Task goal >> Copy out all lines in the data below containing the string "Bradstone".

Records contained in a dataset
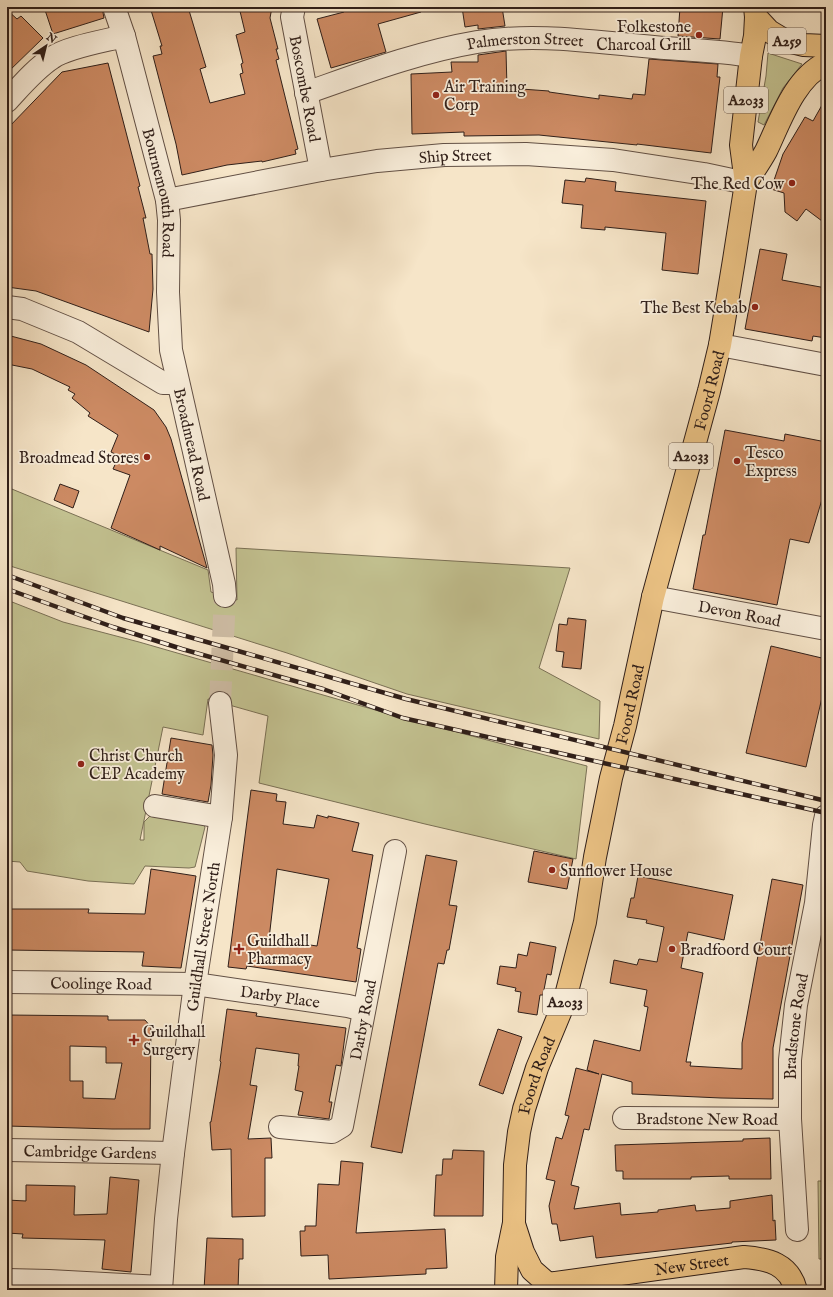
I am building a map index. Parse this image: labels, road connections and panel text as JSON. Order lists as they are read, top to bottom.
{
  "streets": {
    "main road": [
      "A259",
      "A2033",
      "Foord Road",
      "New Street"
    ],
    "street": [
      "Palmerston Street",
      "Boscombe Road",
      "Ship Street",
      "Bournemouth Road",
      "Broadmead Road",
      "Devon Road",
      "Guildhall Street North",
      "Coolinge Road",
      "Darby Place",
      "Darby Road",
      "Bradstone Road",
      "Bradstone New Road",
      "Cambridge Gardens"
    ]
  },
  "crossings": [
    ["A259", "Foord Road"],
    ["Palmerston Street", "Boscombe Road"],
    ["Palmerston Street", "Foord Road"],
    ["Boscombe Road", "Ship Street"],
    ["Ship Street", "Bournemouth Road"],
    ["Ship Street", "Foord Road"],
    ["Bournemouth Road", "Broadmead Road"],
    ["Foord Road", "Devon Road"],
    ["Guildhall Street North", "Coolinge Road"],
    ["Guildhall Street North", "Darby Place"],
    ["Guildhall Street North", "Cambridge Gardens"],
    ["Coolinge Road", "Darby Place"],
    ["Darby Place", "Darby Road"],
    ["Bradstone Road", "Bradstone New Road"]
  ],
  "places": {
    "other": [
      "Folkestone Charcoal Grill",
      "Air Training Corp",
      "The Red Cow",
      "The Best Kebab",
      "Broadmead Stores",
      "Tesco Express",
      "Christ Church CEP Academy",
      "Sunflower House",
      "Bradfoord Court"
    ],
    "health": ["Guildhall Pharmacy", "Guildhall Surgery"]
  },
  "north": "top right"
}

Answer box >>
      "Bradstone Road",
      "Bradstone New Road",
    ["Bradstone Road", "Bradstone New Road"]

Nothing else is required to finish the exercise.